• **Assigned task**: Show every line in the records below that contains the word "note".

• **Excerpted records**:
-----

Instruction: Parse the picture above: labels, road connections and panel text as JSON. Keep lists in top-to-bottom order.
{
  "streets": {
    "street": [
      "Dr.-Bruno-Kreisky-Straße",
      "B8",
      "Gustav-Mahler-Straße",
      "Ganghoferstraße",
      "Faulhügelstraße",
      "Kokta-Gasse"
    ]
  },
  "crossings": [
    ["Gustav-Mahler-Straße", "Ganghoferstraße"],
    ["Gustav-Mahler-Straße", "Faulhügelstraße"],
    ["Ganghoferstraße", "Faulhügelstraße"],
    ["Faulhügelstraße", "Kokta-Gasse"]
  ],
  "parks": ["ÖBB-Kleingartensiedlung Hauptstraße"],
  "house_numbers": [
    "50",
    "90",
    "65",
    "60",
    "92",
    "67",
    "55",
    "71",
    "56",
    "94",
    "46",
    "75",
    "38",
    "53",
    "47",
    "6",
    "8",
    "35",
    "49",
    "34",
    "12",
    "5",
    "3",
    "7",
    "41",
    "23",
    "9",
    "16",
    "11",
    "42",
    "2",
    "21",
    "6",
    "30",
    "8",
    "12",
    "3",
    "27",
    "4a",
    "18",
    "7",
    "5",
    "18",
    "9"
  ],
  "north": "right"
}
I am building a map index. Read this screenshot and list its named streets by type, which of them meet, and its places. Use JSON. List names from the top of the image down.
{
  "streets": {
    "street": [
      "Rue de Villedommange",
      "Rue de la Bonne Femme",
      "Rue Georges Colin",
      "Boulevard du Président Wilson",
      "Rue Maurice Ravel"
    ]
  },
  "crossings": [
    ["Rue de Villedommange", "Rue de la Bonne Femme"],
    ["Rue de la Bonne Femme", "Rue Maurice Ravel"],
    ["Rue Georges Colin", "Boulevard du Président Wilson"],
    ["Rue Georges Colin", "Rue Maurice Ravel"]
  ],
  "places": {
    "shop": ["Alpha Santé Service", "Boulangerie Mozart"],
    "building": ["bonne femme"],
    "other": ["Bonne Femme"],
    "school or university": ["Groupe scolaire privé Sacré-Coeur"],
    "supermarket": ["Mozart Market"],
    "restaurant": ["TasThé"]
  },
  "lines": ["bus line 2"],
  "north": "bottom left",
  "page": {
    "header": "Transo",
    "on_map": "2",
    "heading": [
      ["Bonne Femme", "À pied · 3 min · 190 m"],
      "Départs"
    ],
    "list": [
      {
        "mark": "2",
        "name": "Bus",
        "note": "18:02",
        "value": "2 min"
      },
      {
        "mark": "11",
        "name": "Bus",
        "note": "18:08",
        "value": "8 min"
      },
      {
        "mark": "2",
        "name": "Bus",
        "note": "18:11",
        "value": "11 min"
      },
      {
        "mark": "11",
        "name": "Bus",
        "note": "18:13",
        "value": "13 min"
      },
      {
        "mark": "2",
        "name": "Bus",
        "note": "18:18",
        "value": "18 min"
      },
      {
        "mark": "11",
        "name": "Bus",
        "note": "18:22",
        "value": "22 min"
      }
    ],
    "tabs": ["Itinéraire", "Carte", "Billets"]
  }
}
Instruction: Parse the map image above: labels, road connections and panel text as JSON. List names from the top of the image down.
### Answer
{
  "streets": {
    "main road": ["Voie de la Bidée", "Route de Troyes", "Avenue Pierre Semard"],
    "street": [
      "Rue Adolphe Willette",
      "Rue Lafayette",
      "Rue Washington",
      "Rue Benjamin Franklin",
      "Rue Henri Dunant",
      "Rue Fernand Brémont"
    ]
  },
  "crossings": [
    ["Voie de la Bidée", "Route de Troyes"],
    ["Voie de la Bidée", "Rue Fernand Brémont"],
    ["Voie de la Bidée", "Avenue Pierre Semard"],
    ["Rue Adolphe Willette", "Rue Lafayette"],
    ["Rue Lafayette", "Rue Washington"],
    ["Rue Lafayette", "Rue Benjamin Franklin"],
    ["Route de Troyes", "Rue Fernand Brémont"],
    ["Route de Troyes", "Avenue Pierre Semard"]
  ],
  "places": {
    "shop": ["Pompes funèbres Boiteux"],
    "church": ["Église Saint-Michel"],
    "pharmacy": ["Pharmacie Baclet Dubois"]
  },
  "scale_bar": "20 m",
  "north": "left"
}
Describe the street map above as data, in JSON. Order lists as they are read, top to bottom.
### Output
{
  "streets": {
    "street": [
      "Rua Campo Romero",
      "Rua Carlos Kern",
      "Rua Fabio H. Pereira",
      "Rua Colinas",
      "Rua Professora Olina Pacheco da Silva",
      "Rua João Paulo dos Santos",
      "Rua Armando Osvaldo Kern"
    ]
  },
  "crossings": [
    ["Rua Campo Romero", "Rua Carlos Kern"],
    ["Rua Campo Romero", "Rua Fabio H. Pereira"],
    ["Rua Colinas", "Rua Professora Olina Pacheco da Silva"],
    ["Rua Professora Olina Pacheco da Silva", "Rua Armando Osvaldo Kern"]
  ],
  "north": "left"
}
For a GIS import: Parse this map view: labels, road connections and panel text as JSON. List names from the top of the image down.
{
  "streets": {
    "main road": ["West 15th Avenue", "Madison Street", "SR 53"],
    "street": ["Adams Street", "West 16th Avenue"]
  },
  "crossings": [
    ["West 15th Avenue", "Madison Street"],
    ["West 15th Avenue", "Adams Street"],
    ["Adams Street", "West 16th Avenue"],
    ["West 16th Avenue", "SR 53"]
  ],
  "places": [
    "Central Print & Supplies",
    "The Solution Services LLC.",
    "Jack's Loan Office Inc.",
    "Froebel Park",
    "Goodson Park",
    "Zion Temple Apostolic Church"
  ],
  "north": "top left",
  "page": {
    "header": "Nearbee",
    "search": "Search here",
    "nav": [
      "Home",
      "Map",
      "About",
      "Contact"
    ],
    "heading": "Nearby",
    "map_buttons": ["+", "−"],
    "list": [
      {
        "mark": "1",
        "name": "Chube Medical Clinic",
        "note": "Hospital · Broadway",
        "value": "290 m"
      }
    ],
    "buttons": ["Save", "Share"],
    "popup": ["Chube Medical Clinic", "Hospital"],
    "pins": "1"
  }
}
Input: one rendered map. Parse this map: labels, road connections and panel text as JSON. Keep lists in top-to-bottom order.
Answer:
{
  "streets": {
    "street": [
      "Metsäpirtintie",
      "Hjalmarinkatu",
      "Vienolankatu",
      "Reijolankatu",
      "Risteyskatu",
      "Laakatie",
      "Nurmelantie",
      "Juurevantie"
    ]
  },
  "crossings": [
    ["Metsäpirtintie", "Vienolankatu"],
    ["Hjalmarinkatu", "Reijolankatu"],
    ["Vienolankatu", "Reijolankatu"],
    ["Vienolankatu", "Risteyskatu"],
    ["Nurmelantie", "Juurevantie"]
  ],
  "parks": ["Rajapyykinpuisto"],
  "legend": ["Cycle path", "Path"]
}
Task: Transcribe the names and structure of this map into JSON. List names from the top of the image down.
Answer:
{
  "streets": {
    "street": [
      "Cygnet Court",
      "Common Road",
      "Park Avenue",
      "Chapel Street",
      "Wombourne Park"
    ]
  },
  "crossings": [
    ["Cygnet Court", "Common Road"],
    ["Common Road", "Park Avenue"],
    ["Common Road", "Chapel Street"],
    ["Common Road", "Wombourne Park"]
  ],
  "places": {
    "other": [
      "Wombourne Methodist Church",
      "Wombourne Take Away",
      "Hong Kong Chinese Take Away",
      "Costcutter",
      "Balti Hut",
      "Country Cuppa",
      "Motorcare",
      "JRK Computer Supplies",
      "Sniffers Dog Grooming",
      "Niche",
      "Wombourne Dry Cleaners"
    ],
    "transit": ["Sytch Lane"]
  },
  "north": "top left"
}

-----

• **Solved problem**:
        "note": "18:02",
        "note": "18:08",
        "note": "18:11",
        "note": "18:13",
        "note": "18:18",
        "note": "18:22",
        "note": "Hospital · Broadway",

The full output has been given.